Work order ->
Give again the entries below exactly, beginning at the first line and ending at the line with "filter:drop-shadow(0 0 2px".

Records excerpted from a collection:
--------
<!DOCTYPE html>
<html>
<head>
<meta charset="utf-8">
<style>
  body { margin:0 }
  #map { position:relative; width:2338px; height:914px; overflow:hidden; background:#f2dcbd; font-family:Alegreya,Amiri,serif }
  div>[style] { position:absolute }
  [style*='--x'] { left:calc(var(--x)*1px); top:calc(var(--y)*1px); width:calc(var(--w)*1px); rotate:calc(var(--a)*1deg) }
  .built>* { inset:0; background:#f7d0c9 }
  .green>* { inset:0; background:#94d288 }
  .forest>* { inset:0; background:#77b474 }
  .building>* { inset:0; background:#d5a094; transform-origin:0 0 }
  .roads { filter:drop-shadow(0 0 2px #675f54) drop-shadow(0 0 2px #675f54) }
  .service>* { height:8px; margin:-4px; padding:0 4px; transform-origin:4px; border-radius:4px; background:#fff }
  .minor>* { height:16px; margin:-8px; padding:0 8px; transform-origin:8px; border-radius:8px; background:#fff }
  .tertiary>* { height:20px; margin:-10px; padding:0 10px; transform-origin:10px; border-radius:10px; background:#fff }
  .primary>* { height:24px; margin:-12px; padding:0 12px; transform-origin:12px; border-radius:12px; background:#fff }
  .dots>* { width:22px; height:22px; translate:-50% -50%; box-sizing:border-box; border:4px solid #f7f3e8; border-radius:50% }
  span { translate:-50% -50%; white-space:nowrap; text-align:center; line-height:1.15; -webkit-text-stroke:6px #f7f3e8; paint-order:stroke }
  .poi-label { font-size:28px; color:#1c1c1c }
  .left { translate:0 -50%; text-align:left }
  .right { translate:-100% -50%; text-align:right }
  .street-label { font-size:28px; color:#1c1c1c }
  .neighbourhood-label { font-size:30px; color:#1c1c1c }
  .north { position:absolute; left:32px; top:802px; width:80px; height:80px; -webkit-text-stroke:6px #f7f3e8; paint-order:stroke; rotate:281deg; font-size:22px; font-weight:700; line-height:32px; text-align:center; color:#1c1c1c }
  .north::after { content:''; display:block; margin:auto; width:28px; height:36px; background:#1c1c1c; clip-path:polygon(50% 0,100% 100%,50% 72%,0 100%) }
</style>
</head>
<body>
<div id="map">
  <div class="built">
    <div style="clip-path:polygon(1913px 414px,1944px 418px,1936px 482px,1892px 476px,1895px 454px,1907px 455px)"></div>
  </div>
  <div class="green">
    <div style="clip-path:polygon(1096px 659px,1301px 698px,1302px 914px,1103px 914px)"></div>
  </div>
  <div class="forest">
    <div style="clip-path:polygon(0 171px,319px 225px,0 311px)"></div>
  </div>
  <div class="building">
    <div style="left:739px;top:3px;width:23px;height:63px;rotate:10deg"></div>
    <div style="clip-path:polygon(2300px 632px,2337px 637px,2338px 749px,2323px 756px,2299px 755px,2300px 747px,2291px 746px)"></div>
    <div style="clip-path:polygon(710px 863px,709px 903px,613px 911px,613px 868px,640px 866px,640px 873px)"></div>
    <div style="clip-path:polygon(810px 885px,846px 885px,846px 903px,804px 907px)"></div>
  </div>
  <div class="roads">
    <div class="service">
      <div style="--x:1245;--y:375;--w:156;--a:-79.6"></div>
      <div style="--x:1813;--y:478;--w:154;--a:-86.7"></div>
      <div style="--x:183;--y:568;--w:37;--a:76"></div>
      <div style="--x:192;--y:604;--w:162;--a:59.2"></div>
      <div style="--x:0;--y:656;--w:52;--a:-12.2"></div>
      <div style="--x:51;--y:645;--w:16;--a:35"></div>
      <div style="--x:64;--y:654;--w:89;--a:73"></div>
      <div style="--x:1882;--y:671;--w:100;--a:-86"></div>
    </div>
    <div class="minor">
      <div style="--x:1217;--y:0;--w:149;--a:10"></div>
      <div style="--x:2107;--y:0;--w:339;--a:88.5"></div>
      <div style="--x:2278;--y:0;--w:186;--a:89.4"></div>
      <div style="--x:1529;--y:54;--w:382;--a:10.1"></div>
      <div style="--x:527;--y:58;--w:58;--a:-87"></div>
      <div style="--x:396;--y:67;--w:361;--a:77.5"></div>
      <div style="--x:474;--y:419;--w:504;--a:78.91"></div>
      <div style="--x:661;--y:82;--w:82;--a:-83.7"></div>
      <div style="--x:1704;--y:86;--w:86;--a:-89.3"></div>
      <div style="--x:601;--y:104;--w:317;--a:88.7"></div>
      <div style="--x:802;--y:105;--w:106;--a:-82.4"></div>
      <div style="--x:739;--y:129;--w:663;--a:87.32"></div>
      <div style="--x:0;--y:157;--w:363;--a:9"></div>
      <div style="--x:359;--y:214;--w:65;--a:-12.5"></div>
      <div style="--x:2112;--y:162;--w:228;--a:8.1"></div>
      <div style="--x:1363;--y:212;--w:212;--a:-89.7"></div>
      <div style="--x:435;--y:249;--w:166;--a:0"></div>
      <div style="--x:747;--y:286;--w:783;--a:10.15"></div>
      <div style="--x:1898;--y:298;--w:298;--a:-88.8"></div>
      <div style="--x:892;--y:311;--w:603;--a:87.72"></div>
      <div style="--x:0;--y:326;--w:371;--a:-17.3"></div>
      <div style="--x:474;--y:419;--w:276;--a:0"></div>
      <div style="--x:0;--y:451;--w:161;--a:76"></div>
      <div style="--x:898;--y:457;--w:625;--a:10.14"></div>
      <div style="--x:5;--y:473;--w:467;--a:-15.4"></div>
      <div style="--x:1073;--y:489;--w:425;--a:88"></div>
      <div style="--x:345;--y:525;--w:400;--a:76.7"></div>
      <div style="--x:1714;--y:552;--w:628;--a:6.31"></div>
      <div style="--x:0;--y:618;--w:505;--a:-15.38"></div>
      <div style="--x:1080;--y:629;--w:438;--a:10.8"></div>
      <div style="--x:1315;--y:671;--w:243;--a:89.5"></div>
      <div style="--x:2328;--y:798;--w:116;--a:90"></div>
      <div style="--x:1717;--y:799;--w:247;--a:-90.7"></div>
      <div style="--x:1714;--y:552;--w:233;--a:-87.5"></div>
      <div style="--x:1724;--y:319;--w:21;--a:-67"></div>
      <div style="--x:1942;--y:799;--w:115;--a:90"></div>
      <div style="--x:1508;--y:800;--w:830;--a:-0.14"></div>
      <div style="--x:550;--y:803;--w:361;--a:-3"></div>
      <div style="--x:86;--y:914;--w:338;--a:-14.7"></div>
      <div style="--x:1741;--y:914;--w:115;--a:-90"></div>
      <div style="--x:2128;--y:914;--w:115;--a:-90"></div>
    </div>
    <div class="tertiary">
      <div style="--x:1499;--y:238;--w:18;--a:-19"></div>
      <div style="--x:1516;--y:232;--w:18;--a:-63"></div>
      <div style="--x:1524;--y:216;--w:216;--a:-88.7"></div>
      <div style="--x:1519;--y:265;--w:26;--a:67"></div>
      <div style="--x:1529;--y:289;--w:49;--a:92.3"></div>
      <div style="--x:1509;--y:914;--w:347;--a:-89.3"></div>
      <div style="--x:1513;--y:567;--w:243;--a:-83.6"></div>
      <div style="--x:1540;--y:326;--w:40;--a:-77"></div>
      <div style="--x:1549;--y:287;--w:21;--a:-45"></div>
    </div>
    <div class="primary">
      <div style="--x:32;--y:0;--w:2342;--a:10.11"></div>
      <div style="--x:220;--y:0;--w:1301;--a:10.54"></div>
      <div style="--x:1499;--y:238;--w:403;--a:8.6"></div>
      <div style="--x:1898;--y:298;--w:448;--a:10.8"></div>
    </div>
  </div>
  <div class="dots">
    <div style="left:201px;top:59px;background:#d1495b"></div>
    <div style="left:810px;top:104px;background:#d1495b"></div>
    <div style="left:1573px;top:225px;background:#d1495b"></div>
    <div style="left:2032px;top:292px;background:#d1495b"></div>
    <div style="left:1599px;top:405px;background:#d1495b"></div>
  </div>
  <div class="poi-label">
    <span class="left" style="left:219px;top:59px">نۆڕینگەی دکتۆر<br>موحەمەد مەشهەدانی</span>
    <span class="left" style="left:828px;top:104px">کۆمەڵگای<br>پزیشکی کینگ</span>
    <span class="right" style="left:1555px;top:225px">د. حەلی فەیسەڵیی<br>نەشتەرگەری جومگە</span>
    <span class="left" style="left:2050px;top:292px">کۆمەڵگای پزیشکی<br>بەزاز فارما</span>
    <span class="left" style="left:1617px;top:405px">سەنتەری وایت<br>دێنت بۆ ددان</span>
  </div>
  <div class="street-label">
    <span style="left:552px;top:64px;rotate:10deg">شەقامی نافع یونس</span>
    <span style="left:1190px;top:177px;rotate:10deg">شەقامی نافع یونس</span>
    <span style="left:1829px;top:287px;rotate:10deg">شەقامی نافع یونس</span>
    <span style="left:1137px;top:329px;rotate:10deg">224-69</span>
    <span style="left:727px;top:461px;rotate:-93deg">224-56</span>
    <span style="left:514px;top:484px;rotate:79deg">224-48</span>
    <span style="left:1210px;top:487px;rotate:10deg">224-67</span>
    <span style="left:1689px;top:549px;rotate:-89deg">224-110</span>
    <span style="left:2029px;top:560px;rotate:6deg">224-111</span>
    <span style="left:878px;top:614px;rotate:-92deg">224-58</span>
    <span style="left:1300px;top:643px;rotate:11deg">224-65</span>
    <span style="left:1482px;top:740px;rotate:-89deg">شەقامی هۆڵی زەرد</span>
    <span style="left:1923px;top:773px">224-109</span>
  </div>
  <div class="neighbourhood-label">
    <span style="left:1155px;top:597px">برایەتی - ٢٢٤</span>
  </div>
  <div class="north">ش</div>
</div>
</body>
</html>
--------
Written response ->
<!DOCTYPE html>
<html>
<head>
<meta charset="utf-8">
<style>
  body { margin:0 }
  #map { position:relative; width:2338px; height:914px; overflow:hidden; background:#f2dcbd; font-family:Alegreya,Amiri,serif }
  div>[style] { position:absolute }
  [style*='--x'] { left:calc(var(--x)*1px); top:calc(var(--y)*1px); width:calc(var(--w)*1px); rotate:calc(var(--a)*1deg) }
  .built>* { inset:0; background:#f7d0c9 }
  .green>* { inset:0; background:#94d288 }
  .forest>* { inset:0; background:#77b474 }
  .building>* { inset:0; background:#d5a094; transform-origin:0 0 }
  .roads { filter:drop-shadow(0 0 2px #675f54) drop-shadow(0 0 2px #675f54) }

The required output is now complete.